The central entrance hall of the Natural History Museum (NHM) in London, Great Britain has long since been the home of “Dippy”, the Diplodocus dinosaur. However, he was recently replaced by a blue whale skeleton, as Dippy will also be leaving on tour across the British nation.
The new central exhibit, which was named “Hope”, was installed with the purpose of drawing attention to the environment and its disappearing species.
— Science Museum (@sciencemuseum) July 14, 2017
Hope, the Blue Whale Skeleton, and its Mission
According to reports, the blue whale skeleton got its name based on the scientists hope and recognition of the role science can play in safeguarding and protecting the environment. The massive creature was suspended and is seemingly flying over the atrium.
“It is our hope for the future that we can use good science and good evidence to make the right kind of decisions about these big environmental issues,” states Michael Dixon, the NHM’s director.

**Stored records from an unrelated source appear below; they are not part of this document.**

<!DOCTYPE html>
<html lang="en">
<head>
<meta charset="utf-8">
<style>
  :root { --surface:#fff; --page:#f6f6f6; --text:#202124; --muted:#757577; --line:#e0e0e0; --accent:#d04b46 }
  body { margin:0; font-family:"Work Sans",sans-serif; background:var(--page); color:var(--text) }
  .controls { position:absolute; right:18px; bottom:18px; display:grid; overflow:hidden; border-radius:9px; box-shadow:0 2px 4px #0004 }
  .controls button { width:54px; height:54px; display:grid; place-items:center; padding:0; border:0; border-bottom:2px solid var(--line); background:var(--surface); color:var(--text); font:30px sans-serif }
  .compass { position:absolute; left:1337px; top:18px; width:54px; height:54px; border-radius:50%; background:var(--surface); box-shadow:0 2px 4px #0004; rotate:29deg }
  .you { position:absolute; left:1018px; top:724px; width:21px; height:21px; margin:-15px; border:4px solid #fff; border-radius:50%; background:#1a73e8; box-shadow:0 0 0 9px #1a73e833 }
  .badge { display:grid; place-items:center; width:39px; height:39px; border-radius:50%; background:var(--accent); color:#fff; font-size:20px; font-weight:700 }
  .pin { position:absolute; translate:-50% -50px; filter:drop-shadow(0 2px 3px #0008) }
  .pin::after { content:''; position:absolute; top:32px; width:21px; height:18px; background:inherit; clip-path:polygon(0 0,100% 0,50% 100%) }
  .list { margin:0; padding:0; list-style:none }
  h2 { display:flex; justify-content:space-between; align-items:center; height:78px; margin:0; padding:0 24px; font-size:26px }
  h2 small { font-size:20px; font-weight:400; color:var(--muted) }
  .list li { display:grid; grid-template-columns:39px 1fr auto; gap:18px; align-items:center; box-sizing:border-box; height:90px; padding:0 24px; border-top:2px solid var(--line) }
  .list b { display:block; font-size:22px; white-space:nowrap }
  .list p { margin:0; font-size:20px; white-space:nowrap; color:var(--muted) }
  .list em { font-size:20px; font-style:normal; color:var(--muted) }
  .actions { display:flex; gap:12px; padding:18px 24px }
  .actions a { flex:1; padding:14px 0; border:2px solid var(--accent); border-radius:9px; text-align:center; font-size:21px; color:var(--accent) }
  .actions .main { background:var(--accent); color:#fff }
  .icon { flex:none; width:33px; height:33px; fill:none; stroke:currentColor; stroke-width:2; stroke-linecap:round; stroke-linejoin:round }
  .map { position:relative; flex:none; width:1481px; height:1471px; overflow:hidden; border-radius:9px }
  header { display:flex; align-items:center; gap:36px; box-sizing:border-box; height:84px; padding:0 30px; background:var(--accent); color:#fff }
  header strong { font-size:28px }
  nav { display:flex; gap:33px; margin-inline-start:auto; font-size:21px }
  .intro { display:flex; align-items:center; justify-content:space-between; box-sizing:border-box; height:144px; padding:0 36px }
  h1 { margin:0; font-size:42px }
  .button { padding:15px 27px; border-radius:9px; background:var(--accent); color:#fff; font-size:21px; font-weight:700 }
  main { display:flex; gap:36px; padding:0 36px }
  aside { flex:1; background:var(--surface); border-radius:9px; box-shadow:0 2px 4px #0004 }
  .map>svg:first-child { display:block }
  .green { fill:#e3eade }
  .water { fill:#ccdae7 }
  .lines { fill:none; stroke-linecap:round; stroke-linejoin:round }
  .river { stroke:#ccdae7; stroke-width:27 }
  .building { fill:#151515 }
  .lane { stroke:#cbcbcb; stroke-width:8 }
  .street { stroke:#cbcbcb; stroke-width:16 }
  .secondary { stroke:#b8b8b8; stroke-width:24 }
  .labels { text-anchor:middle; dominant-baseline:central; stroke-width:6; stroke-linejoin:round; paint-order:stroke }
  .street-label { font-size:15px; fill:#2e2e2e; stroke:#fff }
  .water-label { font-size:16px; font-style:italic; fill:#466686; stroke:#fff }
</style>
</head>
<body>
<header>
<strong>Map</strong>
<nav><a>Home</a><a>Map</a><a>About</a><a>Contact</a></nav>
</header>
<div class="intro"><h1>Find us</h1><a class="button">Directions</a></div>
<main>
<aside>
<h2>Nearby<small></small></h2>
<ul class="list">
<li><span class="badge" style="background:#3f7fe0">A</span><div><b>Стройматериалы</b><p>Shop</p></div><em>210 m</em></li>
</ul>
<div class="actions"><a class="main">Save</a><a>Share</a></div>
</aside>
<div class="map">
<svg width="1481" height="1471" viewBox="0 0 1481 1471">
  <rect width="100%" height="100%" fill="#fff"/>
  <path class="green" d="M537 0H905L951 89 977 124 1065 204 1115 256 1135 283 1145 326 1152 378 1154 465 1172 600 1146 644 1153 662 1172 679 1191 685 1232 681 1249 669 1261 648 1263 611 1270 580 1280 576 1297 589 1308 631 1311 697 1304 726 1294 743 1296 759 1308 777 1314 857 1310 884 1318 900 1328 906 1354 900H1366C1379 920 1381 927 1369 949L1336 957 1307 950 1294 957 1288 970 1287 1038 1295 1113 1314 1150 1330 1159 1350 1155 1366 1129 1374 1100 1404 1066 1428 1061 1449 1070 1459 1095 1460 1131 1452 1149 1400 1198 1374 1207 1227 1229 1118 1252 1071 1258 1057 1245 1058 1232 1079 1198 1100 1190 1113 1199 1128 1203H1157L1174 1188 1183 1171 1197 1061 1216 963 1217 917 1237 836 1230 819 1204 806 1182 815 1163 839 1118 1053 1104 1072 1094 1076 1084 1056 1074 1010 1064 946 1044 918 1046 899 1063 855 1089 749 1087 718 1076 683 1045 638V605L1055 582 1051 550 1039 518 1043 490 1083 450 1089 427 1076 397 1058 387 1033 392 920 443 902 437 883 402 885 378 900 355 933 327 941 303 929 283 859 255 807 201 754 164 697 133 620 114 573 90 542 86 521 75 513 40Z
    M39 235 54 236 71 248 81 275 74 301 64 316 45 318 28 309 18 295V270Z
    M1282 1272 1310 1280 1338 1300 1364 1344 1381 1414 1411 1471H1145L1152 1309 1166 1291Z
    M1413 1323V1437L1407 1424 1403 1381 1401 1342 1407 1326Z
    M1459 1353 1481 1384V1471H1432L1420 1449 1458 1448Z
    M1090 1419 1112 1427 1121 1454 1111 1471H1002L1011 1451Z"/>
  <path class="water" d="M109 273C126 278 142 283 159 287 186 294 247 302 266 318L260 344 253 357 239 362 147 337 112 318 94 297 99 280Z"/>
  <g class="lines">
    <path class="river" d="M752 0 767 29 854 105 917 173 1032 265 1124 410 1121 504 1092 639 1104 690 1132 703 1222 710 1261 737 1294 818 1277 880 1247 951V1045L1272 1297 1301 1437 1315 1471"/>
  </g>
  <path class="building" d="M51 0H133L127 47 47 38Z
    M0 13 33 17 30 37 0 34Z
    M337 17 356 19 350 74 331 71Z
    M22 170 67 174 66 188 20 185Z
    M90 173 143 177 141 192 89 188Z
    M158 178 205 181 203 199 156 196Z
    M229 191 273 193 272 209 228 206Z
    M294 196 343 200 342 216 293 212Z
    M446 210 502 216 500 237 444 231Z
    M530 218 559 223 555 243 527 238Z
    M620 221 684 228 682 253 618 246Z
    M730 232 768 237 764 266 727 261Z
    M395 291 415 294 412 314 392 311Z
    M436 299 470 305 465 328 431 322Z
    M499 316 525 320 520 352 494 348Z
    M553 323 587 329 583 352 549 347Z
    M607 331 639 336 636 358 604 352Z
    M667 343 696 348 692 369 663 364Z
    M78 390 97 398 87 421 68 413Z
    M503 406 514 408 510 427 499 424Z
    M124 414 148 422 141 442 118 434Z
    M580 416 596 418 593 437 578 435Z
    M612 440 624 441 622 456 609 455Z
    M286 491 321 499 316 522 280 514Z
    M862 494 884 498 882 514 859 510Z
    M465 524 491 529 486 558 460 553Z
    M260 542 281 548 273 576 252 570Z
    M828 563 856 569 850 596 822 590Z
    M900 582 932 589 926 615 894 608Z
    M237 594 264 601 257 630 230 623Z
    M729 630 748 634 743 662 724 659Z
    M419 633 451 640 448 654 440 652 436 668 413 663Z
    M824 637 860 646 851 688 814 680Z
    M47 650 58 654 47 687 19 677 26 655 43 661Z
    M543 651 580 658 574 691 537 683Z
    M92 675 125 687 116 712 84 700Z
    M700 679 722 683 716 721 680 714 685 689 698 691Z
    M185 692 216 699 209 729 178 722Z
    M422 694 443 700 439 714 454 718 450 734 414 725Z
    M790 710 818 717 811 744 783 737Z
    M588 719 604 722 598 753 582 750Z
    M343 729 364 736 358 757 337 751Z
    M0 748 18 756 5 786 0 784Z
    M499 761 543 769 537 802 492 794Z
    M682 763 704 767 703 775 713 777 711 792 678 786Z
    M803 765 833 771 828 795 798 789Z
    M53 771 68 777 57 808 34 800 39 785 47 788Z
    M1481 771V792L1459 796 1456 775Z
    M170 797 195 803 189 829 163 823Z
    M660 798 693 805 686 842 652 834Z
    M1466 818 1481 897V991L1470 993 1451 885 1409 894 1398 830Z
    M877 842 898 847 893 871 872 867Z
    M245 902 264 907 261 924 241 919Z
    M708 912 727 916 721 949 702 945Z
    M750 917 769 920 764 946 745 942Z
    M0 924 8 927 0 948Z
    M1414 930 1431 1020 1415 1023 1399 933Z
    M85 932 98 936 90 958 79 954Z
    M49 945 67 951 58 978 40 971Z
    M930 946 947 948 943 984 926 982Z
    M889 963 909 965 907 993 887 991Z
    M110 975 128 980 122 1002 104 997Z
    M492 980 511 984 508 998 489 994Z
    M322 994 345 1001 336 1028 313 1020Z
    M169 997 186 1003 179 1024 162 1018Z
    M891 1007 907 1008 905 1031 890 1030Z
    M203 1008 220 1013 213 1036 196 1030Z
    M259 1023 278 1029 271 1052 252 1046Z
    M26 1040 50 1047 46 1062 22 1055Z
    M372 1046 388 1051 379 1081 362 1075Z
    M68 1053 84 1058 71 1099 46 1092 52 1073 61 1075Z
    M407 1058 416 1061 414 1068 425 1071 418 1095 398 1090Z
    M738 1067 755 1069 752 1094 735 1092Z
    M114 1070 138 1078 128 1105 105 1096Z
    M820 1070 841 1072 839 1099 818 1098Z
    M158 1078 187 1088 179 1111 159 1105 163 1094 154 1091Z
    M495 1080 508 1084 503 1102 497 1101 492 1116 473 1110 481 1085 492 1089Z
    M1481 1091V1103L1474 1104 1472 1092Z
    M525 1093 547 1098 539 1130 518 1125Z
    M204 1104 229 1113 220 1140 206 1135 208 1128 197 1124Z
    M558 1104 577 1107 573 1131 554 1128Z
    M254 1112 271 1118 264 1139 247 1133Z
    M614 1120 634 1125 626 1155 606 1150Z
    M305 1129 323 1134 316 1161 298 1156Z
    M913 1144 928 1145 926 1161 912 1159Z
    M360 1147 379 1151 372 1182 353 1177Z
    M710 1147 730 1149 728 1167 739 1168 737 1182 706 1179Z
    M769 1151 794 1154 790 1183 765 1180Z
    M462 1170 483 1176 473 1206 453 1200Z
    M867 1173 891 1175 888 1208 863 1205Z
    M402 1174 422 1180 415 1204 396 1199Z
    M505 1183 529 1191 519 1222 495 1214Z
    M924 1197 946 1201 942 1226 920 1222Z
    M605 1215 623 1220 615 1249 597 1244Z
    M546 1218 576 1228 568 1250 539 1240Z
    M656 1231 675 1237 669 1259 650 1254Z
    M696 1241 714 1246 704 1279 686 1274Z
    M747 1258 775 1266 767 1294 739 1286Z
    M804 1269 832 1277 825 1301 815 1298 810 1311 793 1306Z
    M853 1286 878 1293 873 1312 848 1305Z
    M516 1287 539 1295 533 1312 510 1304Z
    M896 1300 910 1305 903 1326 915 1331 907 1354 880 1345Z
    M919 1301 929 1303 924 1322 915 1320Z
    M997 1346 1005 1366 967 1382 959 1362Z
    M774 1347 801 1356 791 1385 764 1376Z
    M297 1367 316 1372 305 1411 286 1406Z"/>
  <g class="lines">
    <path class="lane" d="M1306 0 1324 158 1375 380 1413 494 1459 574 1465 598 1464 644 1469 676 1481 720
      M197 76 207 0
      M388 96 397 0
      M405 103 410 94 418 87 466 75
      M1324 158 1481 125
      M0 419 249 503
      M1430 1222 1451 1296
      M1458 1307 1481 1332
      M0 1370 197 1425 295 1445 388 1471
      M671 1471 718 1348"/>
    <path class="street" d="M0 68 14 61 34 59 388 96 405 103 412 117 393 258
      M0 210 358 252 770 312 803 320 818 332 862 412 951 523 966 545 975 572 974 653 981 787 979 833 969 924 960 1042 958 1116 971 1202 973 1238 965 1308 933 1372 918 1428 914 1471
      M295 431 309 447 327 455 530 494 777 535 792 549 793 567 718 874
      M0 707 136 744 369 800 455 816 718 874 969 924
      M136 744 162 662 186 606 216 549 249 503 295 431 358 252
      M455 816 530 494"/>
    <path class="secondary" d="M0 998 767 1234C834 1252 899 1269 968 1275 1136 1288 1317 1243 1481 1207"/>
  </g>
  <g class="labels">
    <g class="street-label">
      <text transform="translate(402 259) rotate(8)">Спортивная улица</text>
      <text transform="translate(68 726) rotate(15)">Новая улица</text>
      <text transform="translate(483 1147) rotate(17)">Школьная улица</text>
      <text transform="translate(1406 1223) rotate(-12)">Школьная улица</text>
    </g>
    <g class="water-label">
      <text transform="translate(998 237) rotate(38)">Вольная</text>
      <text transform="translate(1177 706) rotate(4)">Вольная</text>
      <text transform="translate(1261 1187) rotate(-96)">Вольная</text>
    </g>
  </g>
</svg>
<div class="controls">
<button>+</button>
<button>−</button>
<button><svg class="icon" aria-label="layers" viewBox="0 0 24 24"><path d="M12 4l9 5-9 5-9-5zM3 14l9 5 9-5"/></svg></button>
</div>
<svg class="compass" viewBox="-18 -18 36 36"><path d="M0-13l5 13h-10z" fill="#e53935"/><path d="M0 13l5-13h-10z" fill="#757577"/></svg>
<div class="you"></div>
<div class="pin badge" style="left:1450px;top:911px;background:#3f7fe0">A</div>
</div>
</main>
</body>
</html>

The skeleton, which is 82 feet, comes from a blue whale which died off the coast of Ireland in 1891. NHM acquired the specimen and has had on display in the mammal section since 1934. Here, however, it failed to catch the eye. It was suspended as well, but over another whale, which tended to gain more attention.
Hope began being displayed in the museum’s central atrium on July 13. Dippy was a Diplodocus dinosaur cast in plaster. It resided in the entryway of the NHM for decades and gained an iconic status.
The fact that it got replaced with a blue whale skeleton did not bode well with some of the museum’s visitor. However, Dippy is not retiring but instead touring the country. Over the next two years and a half, it will stop in eight locations in the United Kingdom.
According to reports, the museum considers that a formerly live specimen will help more attention to current environmental issues than a replica. Hope will hopefully draw attention to the need to study, monitor, and conserve the planet.